Sunday, March 1, 2009

Waltz With Bashir


"Waltz With Bashir" is an animated foreign language documentary film by and about the film's director, Ari Folman. In the summer of 1982, Israeli forces invaded Beirut, Lebanon, in an attempt to oust the Palestinian Liberation Organization(PLO) which had gained power there, along with the Syrians, and were continually launching rocket attacks against Israel. Once the PLO was stripped of its power in Lebanon, the plan, as mapped out by then Israeli Defence Minister, Ariel Sharon, was to establish Bashir Gemayel, who was the leader of the Christian Phalange party and an ally of Israel, as President of Lebanon. However, the plan fell apart when Gemayel was assassinated. Despite the fact that PLO guerrillas had fled the area after Israel stepped up its attacks, the Christian Phalangist militia, without interference from the Israeli army, entered the Sabra and Shatile refugee camps and massacred an estimated 3,000 Palestinian civilians, including women and children, as payback for the death of their leader, Bashir Gemayel.

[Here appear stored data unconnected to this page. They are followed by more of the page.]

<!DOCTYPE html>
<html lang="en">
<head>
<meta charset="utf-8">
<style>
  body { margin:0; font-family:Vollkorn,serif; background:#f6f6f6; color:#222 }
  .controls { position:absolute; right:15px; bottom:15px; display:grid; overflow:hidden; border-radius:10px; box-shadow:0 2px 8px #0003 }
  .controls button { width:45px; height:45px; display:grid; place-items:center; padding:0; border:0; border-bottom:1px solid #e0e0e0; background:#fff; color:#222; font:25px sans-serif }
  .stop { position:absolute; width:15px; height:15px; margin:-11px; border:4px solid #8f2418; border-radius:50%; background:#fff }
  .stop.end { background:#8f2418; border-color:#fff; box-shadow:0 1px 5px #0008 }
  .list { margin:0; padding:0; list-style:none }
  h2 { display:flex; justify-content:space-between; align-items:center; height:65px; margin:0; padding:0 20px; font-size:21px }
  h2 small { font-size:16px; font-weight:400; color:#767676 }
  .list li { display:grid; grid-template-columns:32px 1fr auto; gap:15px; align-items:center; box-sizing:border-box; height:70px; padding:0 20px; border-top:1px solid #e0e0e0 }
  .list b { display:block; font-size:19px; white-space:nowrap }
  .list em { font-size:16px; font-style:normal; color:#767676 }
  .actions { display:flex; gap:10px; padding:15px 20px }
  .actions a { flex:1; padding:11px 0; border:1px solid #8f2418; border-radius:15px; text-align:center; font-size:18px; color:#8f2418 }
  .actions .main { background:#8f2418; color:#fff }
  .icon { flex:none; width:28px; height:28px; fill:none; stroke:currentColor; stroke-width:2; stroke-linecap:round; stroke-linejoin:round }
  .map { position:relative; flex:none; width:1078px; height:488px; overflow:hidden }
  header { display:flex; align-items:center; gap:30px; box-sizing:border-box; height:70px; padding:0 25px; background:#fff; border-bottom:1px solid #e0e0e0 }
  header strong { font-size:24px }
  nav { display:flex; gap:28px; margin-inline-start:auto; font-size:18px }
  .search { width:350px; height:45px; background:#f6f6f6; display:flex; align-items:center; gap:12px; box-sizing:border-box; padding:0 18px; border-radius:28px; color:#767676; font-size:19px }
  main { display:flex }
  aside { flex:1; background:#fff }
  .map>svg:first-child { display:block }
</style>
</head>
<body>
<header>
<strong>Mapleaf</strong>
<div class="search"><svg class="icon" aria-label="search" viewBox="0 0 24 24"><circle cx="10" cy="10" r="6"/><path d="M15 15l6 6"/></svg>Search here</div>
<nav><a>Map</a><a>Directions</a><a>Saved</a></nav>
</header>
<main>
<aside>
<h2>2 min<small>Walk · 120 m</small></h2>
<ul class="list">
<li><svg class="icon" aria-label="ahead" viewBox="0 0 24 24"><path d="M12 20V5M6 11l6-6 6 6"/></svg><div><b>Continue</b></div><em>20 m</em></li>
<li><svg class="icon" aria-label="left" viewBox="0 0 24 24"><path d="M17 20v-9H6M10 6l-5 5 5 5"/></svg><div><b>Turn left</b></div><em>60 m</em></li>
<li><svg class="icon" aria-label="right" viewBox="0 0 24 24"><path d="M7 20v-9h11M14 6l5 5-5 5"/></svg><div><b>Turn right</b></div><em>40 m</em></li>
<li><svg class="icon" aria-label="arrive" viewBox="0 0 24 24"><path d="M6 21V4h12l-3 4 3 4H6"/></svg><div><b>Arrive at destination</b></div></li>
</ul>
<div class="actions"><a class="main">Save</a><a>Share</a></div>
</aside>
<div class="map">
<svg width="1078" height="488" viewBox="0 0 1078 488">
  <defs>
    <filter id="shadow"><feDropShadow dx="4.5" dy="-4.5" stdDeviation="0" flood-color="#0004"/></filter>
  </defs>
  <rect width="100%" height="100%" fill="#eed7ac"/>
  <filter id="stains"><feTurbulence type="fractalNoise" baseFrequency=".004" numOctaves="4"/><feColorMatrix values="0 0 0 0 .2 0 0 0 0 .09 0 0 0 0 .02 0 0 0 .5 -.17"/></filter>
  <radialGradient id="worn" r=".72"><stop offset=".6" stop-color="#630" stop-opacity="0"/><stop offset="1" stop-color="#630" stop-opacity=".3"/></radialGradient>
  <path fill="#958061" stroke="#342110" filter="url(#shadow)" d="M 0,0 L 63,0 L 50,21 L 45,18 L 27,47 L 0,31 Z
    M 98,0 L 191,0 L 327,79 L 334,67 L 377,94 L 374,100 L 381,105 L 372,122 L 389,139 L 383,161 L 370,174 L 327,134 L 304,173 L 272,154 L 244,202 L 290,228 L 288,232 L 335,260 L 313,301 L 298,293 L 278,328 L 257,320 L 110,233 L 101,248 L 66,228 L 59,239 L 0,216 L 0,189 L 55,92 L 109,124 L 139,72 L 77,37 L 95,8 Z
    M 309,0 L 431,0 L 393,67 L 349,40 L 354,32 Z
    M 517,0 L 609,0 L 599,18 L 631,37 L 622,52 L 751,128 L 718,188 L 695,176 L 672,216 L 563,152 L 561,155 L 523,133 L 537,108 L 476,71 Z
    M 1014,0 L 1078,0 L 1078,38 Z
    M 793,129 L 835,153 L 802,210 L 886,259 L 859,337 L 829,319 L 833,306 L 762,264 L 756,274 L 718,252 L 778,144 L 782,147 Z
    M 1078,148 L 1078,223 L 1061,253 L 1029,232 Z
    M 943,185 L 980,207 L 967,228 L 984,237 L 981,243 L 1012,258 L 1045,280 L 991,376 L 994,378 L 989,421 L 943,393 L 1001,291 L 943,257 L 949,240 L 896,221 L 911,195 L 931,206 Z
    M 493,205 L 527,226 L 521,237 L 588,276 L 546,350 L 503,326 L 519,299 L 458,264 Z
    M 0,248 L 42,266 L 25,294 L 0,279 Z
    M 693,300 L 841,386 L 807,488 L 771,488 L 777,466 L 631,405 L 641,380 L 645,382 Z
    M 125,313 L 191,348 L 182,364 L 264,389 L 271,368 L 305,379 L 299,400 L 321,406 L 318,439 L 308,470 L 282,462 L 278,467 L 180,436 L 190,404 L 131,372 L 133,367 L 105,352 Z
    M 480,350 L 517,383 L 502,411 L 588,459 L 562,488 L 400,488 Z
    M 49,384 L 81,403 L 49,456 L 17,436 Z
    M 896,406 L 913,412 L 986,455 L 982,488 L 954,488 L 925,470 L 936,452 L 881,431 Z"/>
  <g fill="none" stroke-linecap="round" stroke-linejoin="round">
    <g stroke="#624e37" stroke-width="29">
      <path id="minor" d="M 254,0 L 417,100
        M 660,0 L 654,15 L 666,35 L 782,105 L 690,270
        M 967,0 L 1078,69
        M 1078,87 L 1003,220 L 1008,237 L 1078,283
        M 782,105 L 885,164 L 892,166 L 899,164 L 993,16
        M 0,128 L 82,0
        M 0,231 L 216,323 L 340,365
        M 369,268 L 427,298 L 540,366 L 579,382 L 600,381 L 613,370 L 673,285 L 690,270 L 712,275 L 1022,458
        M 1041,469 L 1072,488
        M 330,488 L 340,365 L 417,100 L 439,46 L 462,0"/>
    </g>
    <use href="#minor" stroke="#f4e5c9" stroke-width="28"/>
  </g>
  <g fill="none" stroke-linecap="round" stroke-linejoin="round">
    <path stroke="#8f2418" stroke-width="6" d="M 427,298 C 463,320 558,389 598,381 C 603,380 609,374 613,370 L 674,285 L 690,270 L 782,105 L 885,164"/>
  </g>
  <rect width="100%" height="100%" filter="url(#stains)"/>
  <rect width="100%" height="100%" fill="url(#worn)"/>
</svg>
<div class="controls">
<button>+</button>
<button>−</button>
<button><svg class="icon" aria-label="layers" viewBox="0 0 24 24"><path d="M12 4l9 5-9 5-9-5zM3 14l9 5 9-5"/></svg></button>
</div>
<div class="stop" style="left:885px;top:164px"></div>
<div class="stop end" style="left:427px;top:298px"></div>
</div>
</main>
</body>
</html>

Director Ari Folman was a 19-year old Israeli soldier during the siege of Beirut in 1982 and the movie begins with his confusion over the fact that he cant remember anything about this particular time in his life even though he knows he was there. Throughout the film, Folman locates soldiers who served side by side with him during this time and undergoes therapy as well to gather clues of his lost memory. The film ends with the realization that, though Folman did not participate in the massacre, he also did nothing to stop it. As his young, troubled face crowds the screen while the tragedy unfolds before him, the animation ends and the actual footage of the casualties becomes a powerful reminder that war is not the "guts and glory" action flick that Hollywood, at times, makes it out to be.